• _WORK INSTRUCTION_
Reproduce the entries that follow exactly, dropping each image.

***** SUPPLIED ENTRIES

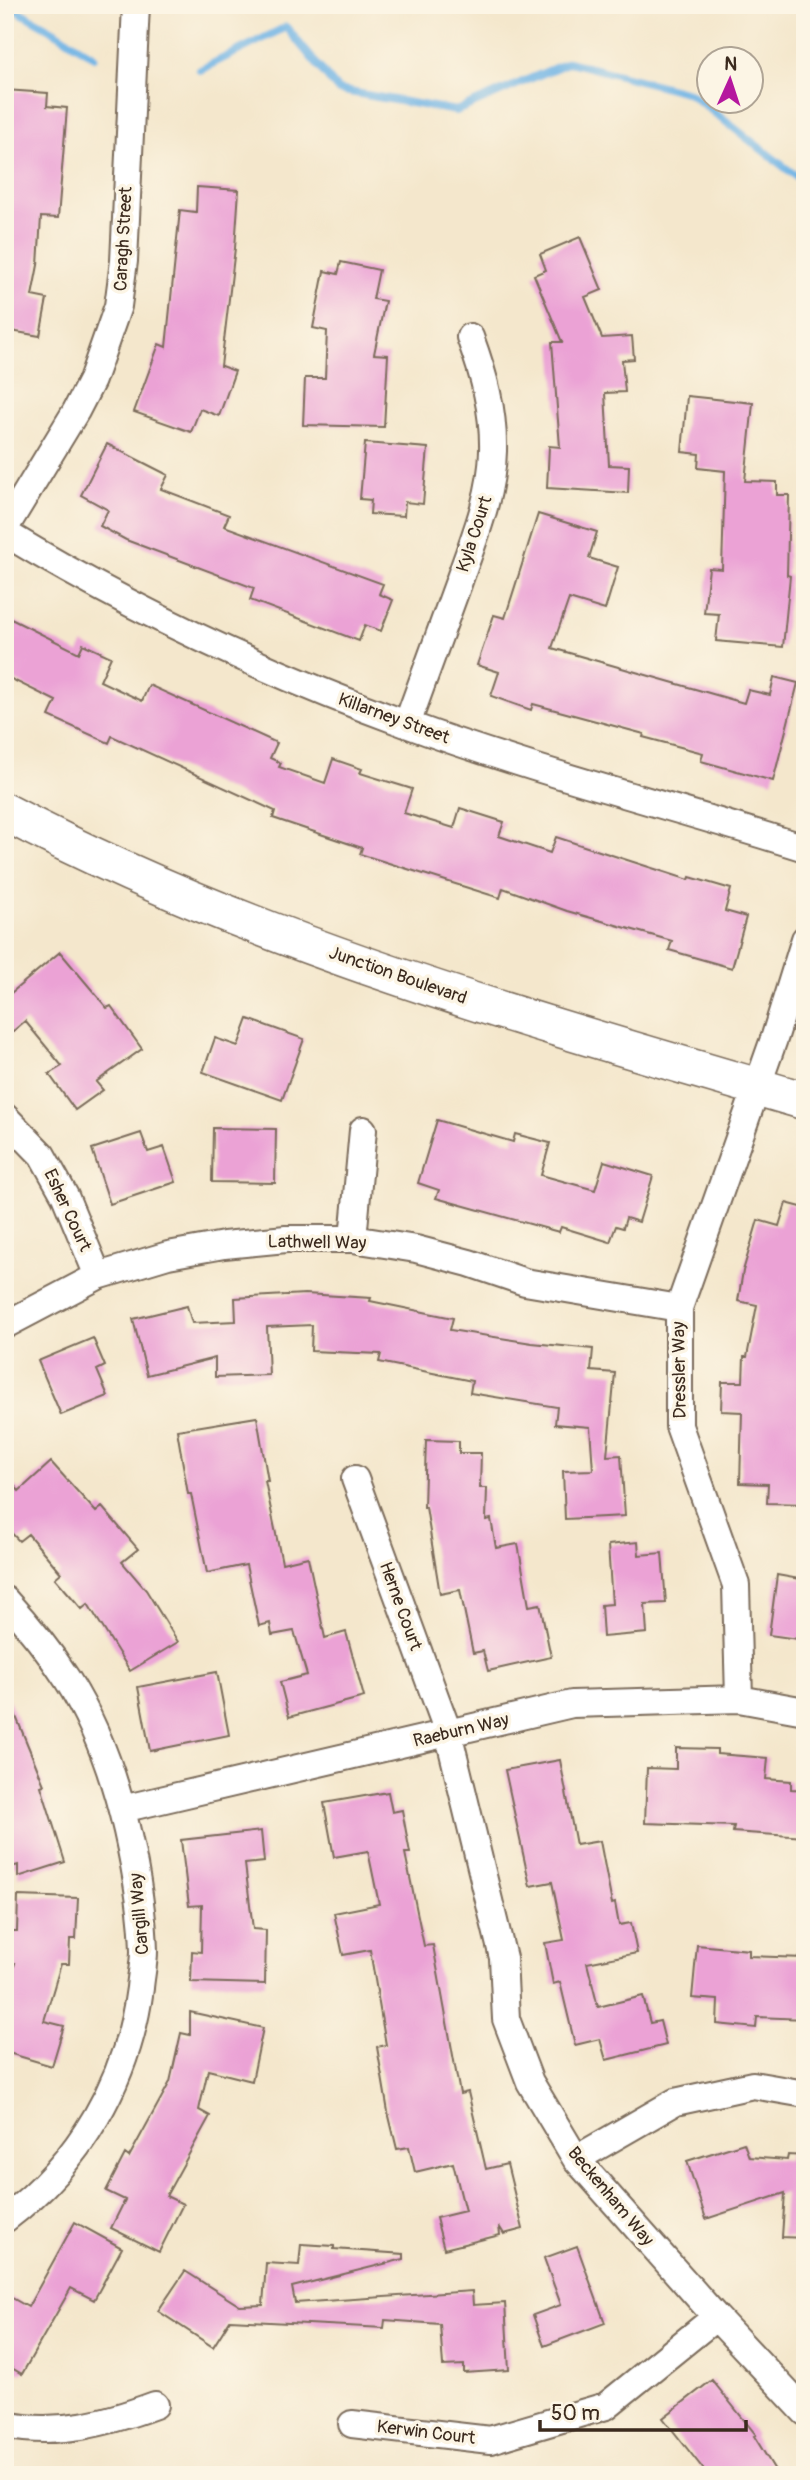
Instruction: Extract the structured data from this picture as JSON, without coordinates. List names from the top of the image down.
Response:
{
  "streets": {
    "main road": ["Junction Boulevard"],
    "street": [
      "Caragh Street",
      "Kyla Court",
      "Killarney Street",
      "Esher Court",
      "Lathwell Way",
      "Dressler Way",
      "Herne Court",
      "Raeburn Way",
      "Cargill Way",
      "Beckenham Way",
      "Kerwin Court"
    ]
  },
  "crossings": [
    ["Caragh Street", "Killarney Street"],
    ["Kyla Court", "Killarney Street"],
    ["Junction Boulevard", "Dressler Way"],
    ["Esher Court", "Lathwell Way"],
    ["Lathwell Way", "Dressler Way"],
    ["Dressler Way", "Raeburn Way"],
    ["Herne Court", "Raeburn Way"],
    ["Herne Court", "Beckenham Way"],
    ["Raeburn Way", "Cargill Way"],
    ["Raeburn Way", "Beckenham Way"],
    ["Beckenham Way", "Kerwin Court"]
  ],
  "scale_bar": "50 m",
  "north": "top"
}
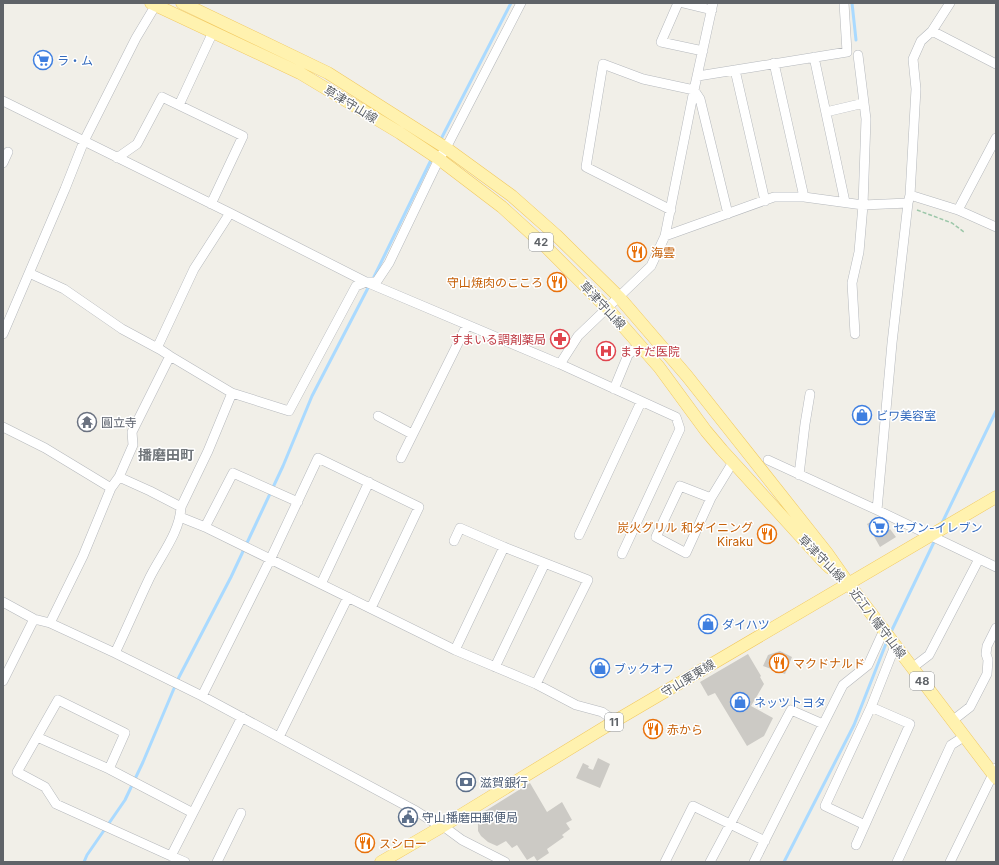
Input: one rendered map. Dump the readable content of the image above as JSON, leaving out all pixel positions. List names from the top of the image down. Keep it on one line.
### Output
{"streets":{"main road":["草津守山線","42","近江八幡守山線","守山栗東線","48","11"]},"crossings":[["草津守山線","近江八幡守山線"],["草津守山線","守山栗東線"],["近江八幡守山線","守山栗東線"]],"districts":["播磨田町"],"places":{"supermarket":["ラ・ム","セブン-イレブン"],"restaurant":["海雲","守山焼肉のこころ","炭火グリル 和ダイニング Kiraku","マクドナルド","赤から","スシロー"],"pharmacy":["すまいる調剤薬局"],"hospital":["ますだ医院"],"shop":["ビワ美容室","ダイハツ","ブックオフ","ネッツトヨタ"],"temple":["圓立寺"],"bank":["滋賀銀行"],"public building":["守山播磨田郵便局"]}}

**********

• _WRITTEN RESPONSE_
Instruction: Extract the structured data from this picture as JSON, without coordinates. List names from the top of the image down.
Response:
{
  "streets": {
    "main road": ["Junction Boulevard"],
    "street": [
      "Caragh Street",
      "Kyla Court",
      "Killarney Street",
      "Esher Court",
      "Lathwell Way",
      "Dressler Way",
      "Herne Court",
      "Raeburn Way",
      "Cargill Way",
      "Beckenham Way",
      "Kerwin Court"
    ]
  },
  "crossings": [
    ["Caragh Street", "Killarney Street"],
    ["Kyla Court", "Killarney Street"],
    ["Junction Boulevard", "Dressler Way"],
    ["Esher Court", "Lathwell Way"],
    ["Lathwell Way", "Dressler Way"],
    ["Dressler Way", "Raeburn Way"],
    ["Herne Court", "Raeburn Way"],
    ["Herne Court", "Beckenham Way"],
    ["Raeburn Way", "Cargill Way"],
    ["Raeburn Way", "Beckenham Way"],
    ["Beckenham Way", "Kerwin Court"]
  ],
  "scale_bar": "50 m",
  "north": "top"
}
Input: one rendered map. Dump the readable content of the image above as JSON, leaving out all pixel positions. List names from the top of the image down. Keep it on one line.
### Output
{"streets":{"main road":["草津守山線","42","近江八幡守山線","守山栗東線","48","11"]},"crossings":[["草津守山線","近江八幡守山線"],["草津守山線","守山栗東線"],["近江八幡守山線","守山栗東線"]],"districts":["播磨田町"],"places":{"supermarket":["ラ・ム","セブン-イレブン"],"restaurant":["海雲","守山焼肉のこころ","炭火グリル 和ダイニング Kiraku","マクドナルド","赤から","スシロー"],"pharmacy":["すまいる調剤薬局"],"hospital":["ますだ医院"],"shop":["ビワ美容室","ダイハツ","ブックオフ","ネッツトヨタ"],"temple":["圓立寺"],"bank":["滋賀銀行"],"public building":["守山播磨田郵便局"]}}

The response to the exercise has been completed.